CFO’s Need to Handle Gen AI With Care – and Take a Long-Term View

Harnessing generative artificial intelligence properly is more than just reaching for productivity

“The Fortune Global Forum took place this week in Abu Dhabi and plenty of tongues were wagging about generative AI as a powerful new tool of “productivity.”


That may be, but one technology expert speaking at the conference said landing specifically on productivity is a misguided and limited strategy.

“Ninety percent of the world is focused on productivity. However, the advanced technology can be a tool to “reimagine your business and your industry,” said Alexander Sukharevsky, global leader of McKinsey-owned AI firm QuantumBlack, in an interview with Fortune chief executive officer Alan Murray. “I think this is a very exciting piece that I’m personally passionate about and work with a lot of clients on.”

Don’t Overlook Potential

When senior company executives focus strictly on Gen AI in their workplace strategies, they leave a ton of business capital on the table.

“Although the new kid is generative AI, it’s only one-fourth of the potential of AI,” Sukharevsky told the Forum audience. “There are other technologies that are getting mature now like virtual reality, and Web 3.0 around tokenization, which is the process of converting physical or digital assets into a digital token.”

“If you were to combine these three, (just) think about what it means for your industry… the shift is quite fundamental,” Sukharevsky noted. Yet according to Sukharevsky, only 10% of firms using AI are looking past Gen AI and strategizing for that 74% of untapped potential.

While it’s certainly advisable to leverage Gen AI for the short-term, executives should also use the implementation and management time as a learning experience, Sukharevsky advises.

“You could create a lot of value in a very short term, based on the levers you have today,” he says.
Past all that, the reward for taking on more risk is substantial for the C-suite.

“Similar to what the internet did to distribution, generative AI does to creativity, meaning the marginal cost of producing a movie, a slide, a legal recommendation, goes close to zero at a significantly faster rate,” he notes. “Seventy percent of employees’ tasks today could be automated.”
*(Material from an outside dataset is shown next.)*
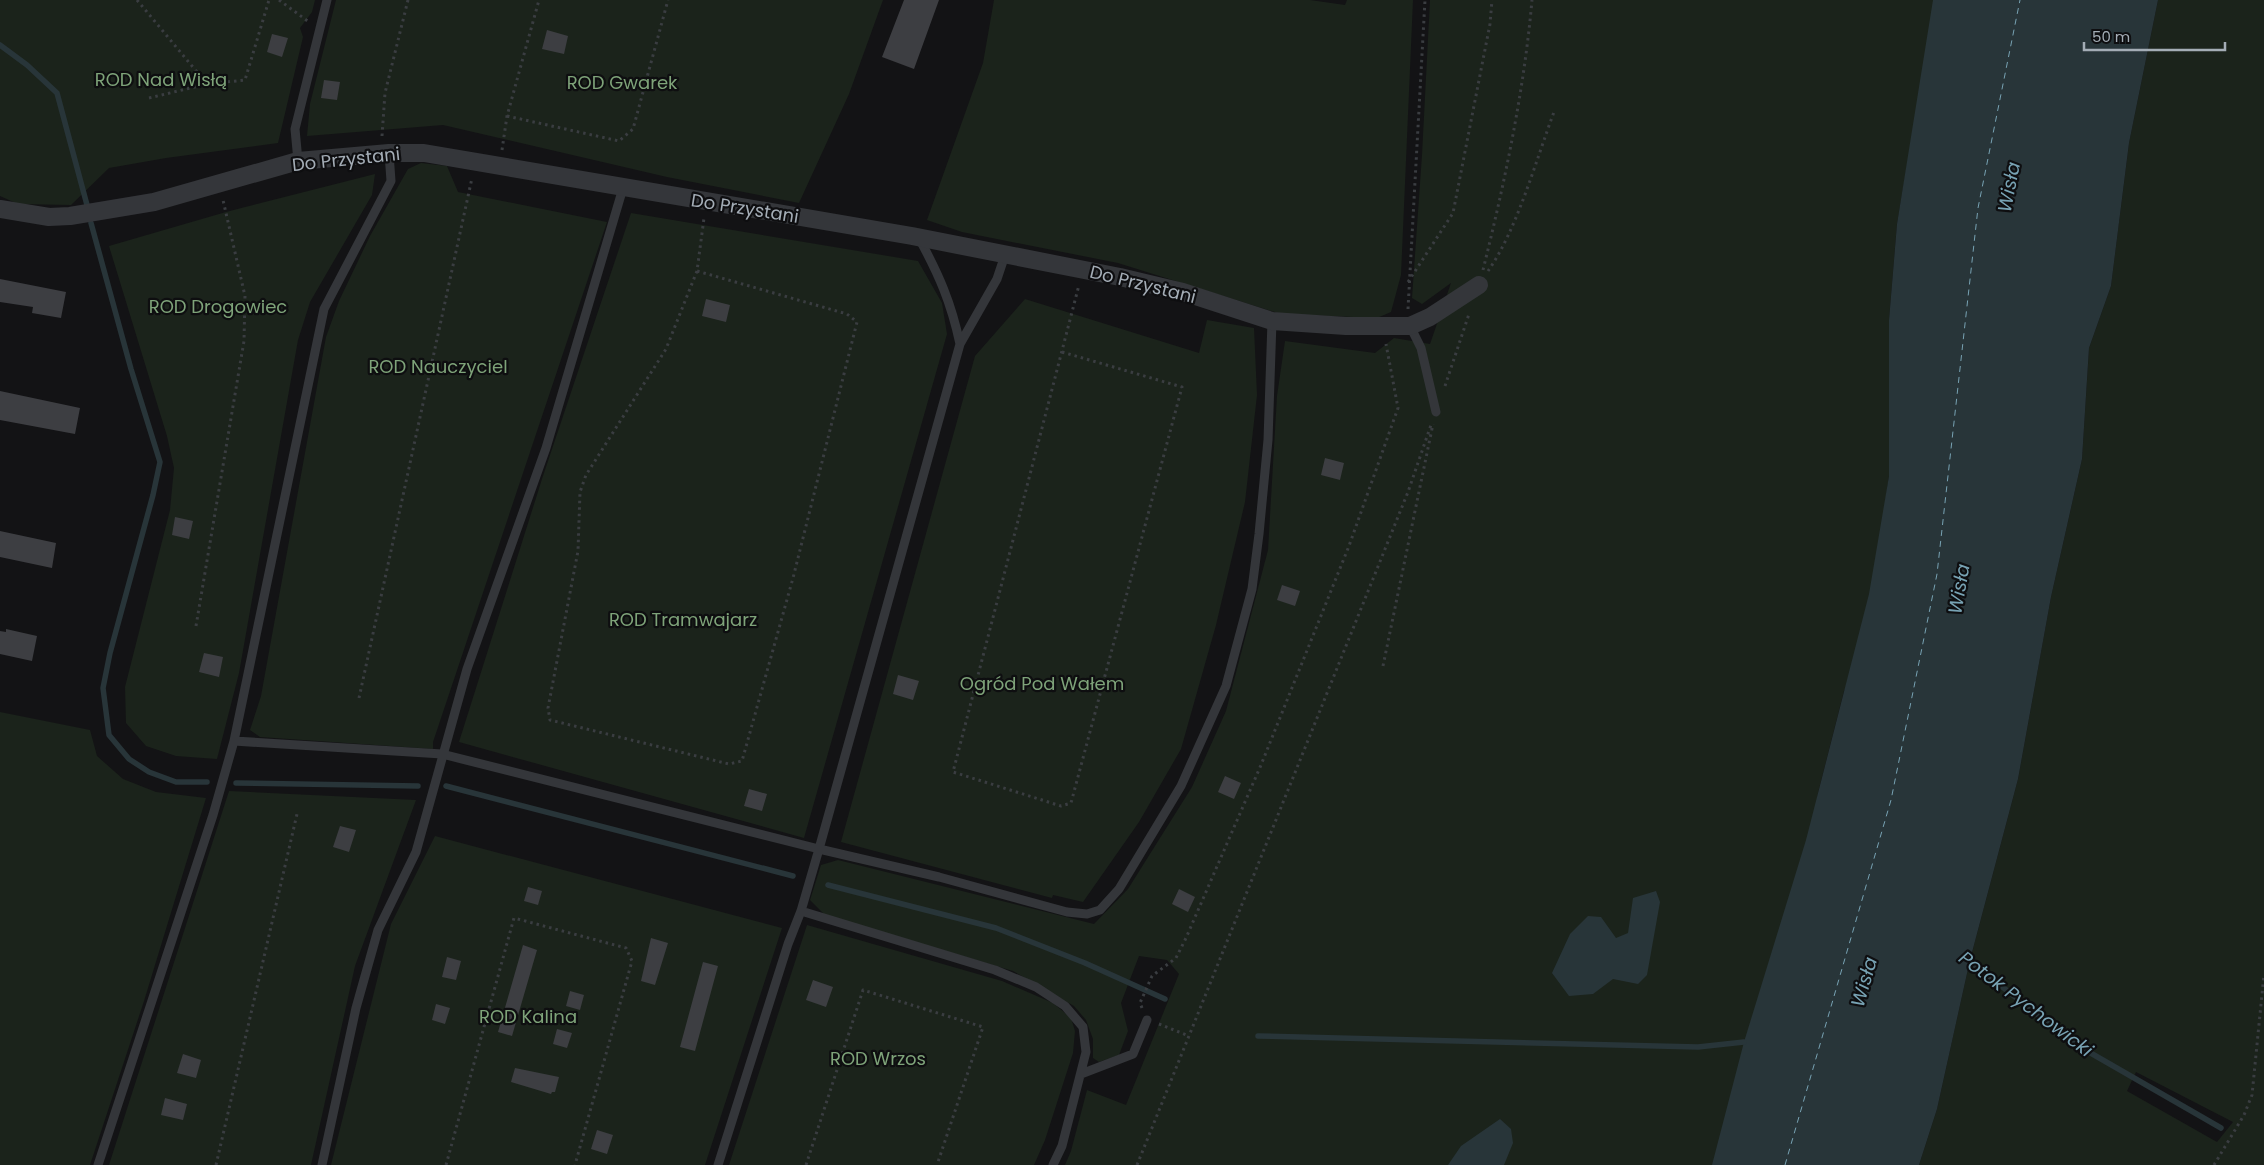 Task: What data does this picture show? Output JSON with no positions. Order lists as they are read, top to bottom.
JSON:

Sukharevsky says society is at the beginning of a creativity age, because creativity “is based on inspiration, and based on research,” he noted. “If you use generative AI, you could fast-forward the research and unlock the potential of every individual while eliminating some of the routine parts of what we are doing today,” he says. “So if anything, I think it’s good. Close the gap and allow each one of us to be creative [and control] our destiny.”

“I truly believe it’s the first time in the last 15 years that we see a real platform shift,” he added. “A platform shift happens when the cost of production goes down 1,000 times.”